In addition to the above excellent advice:

1.) Make sure that absolutely everything - assignments, feedback, etc, are absolutely crystal clear - even more so than you would for a f2f class.

2.) Keep the organization of the course as unfussy as possible.  Students begin to struggle when they have to click through multiple links to find materials.  I'm also seeing a lot of non-traditional students who perhaps don't have the best technical skills and are intimidated by the computer environment.

3.) Make yourself extra-visible the first 2 modules, then tell students that you're going to back off a bit so that they have plenty of room to discuss the topics, but reassure them that you still read every post. 

4.) Grade as promptly as possible.  Many online gigs expect you to grade materials within 7 days.  I found that students become antsy after about 4.

Grades have to be in within 48 hours for my course... is that unusual?

 Your #2 is great advice for me.
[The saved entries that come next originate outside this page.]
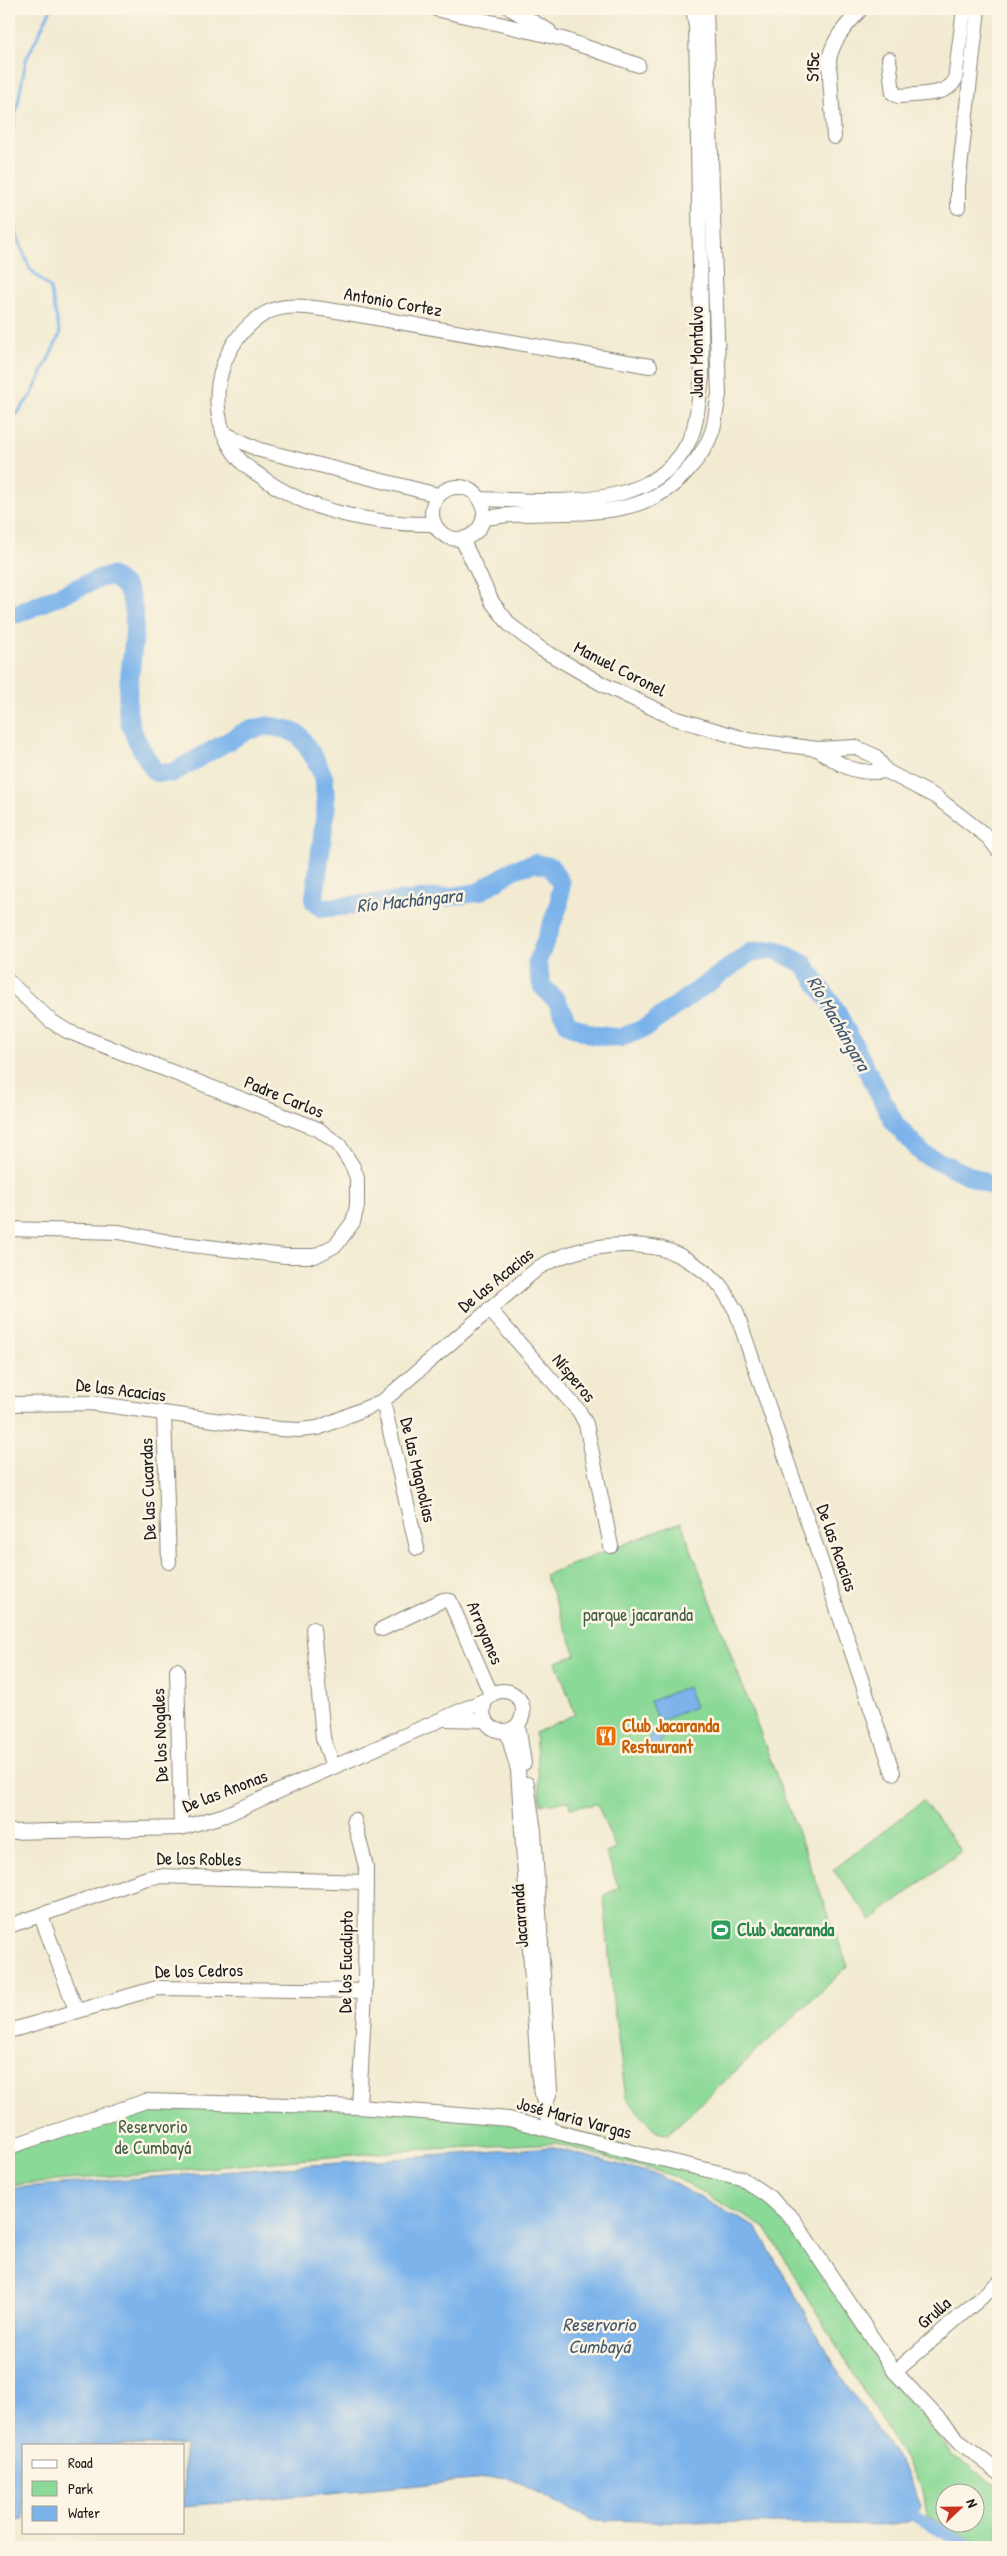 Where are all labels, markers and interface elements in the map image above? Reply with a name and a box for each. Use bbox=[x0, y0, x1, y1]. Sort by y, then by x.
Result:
street label: S15c bbox=[799, 52, 826, 82]
street label: Antonio Cortez bbox=[342, 281, 444, 322]
street label: Juan Montalvo bbox=[684, 306, 709, 398]
street label: Manuel Coronel bbox=[570, 635, 671, 703]
water label: Río Machángara bbox=[355, 881, 465, 918]
water label: Río Machángara bbox=[801, 971, 878, 1077]
street label: Padre Carlos bbox=[241, 1069, 328, 1124]
street label: De las Acacias bbox=[453, 1241, 539, 1318]
street label: Nísperos bbox=[547, 1348, 602, 1407]
street label: De las Acacias bbox=[75, 1372, 168, 1407]
street label: De las Magnolias bbox=[394, 1415, 443, 1525]
street label: De las Cucardas bbox=[133, 1438, 162, 1540]
street label: De las Acacias bbox=[811, 1501, 864, 1595]
street label: Arrayanes bbox=[461, 1597, 510, 1668]
park label: parque jacaranda bbox=[583, 1602, 693, 1627]
street label: De los Nogales bbox=[145, 1688, 174, 1782]
place label: Club Jacaranda Restaurant bbox=[622, 1713, 720, 1759]
restaurant icon: Club Jacaranda Restaurant bbox=[594, 1724, 618, 1748]
street label: De las Anonas bbox=[179, 1763, 271, 1818]
street label: De los Robles bbox=[156, 1845, 242, 1872]
street label: Jacarandá bbox=[505, 1883, 534, 1949]
street label: De los Eucalipto bbox=[332, 1911, 359, 2013]
place label: Club Jacaranda bbox=[737, 1917, 835, 1942]
sports icon: Club Jacaranda bbox=[709, 1918, 733, 1942]
street label: De los Cedros bbox=[155, 1957, 243, 1984]
street label: José Maria Vargas bbox=[514, 2090, 635, 2145]
park label: Reservorio de Cumbayá bbox=[115, 2114, 191, 2160]
street label: Grulla bbox=[911, 2291, 956, 2334]
water label: Reservorio Cumbayá bbox=[563, 2311, 637, 2359]
legend bbox=[22, 2444, 185, 2534]
text: Road bbox=[68, 2452, 93, 2473]
text: Park bbox=[68, 2478, 93, 2499]
north arrow bbox=[934, 2484, 984, 2534]
text: N bbox=[962, 2496, 983, 2510]
text: Water bbox=[68, 2502, 100, 2523] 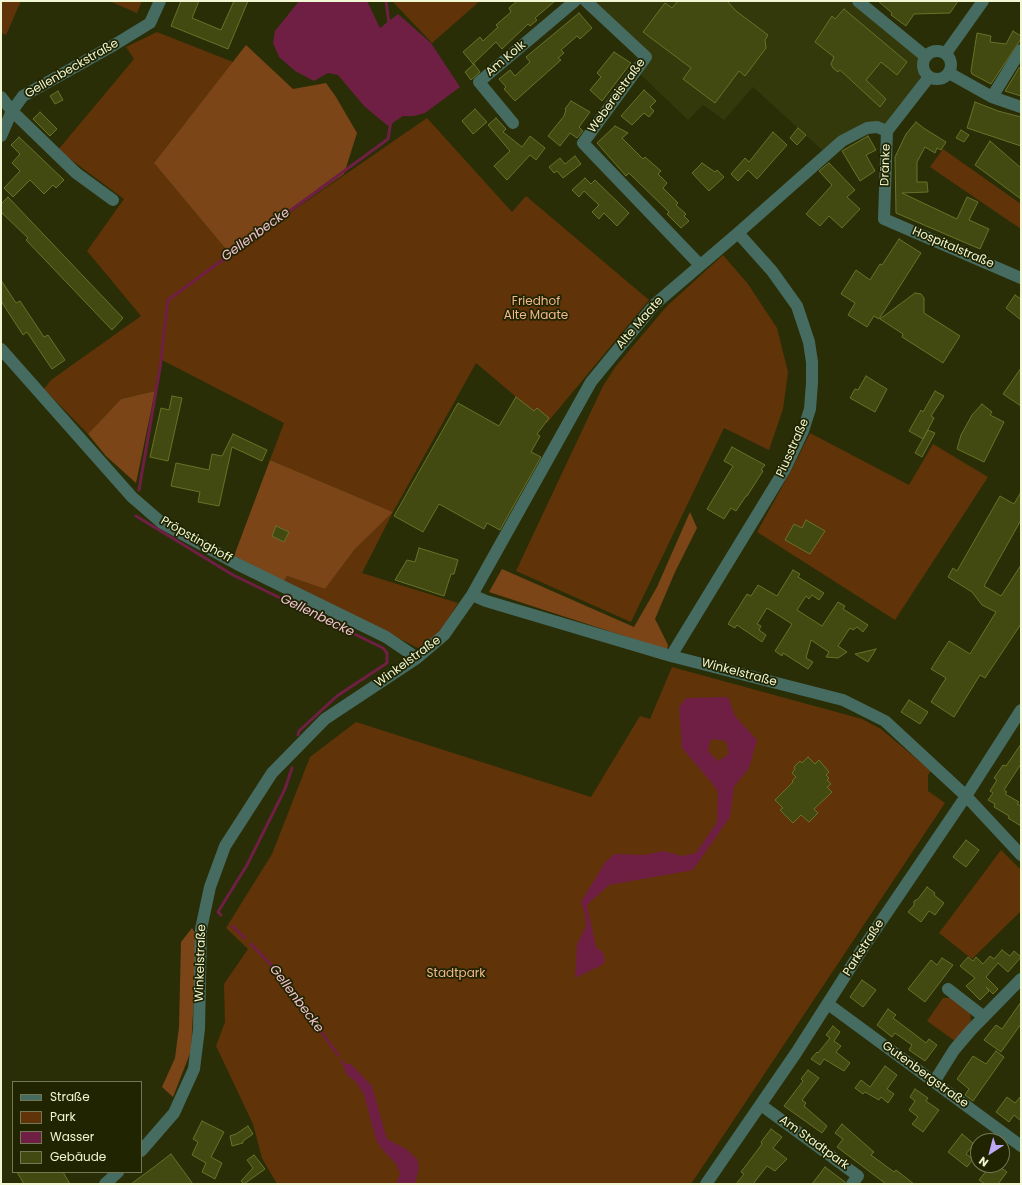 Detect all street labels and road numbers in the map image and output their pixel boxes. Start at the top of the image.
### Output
street label: Gellenbeckstraße [23,36,121,102]
street label: Am Kolk [483,38,529,80]
street label: Webereistraße [585,56,649,136]
street label: Dränke [878,144,894,186]
street label: Hospitalstraße [910,224,996,272]
street label: Alte Maate [613,294,667,352]
street label: Piusstraße [774,416,812,480]
street label: Pröpstinghoff [158,514,234,566]
street label: Winkelstraße [372,633,444,691]
street label: Winkelstraße [700,656,778,690]
street label: Parkstraße [840,917,888,979]
street label: Winkelstraße [192,924,210,1002]
street label: Gutenbergstraße [879,1039,971,1111]
street label: Am Stadtpark [776,1113,852,1173]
I tend to be short on brevity ( ;) ) and with a background in design I need to be reminded that not everyone is proficient with their software at this point.

My comments on Yemaya's good list.

#1. You need to learn to write clear, concise and complete instructions. Imagine you are trying to explain how to do an assignment to a kindergartener. I'm not demeaning your students, just suggesting you think about every single step and explain it carefully.

#2. The rule I was taught is that anything of importance should be no more than two clicks away once they are logged into your course. Thus, my students click on Learning Modules and see the whole list, then they click on the one they want. At that point, they can see the objectives and all the elements of that module listed (videos, demos, PDFs, slides, homework, quiz, whatever) and the next click pops that item right up (or takes them to the external homework thingie from the publisher for automated homework).

#3 Yes, yes, yes!

#4 Final grades at my school have to be posted within 48 hours, but there's no rule about intermediate assignments/exams etc. However, in an online course, students will expect quick turnaround. I always get tests graded and posted by the next day. I try to get homework (that is hand-graded) returned by 5pm on the same day. Only one class once a week that gets this sort of assignment (my majors class). I annotate the PDfs and send them right back, starting at the time they were due (noon) - I do not accept late assignments and students appreciate knowing they are going to get feedback within an hour or sometimes four or five of the due time (noon) on that day, regularly.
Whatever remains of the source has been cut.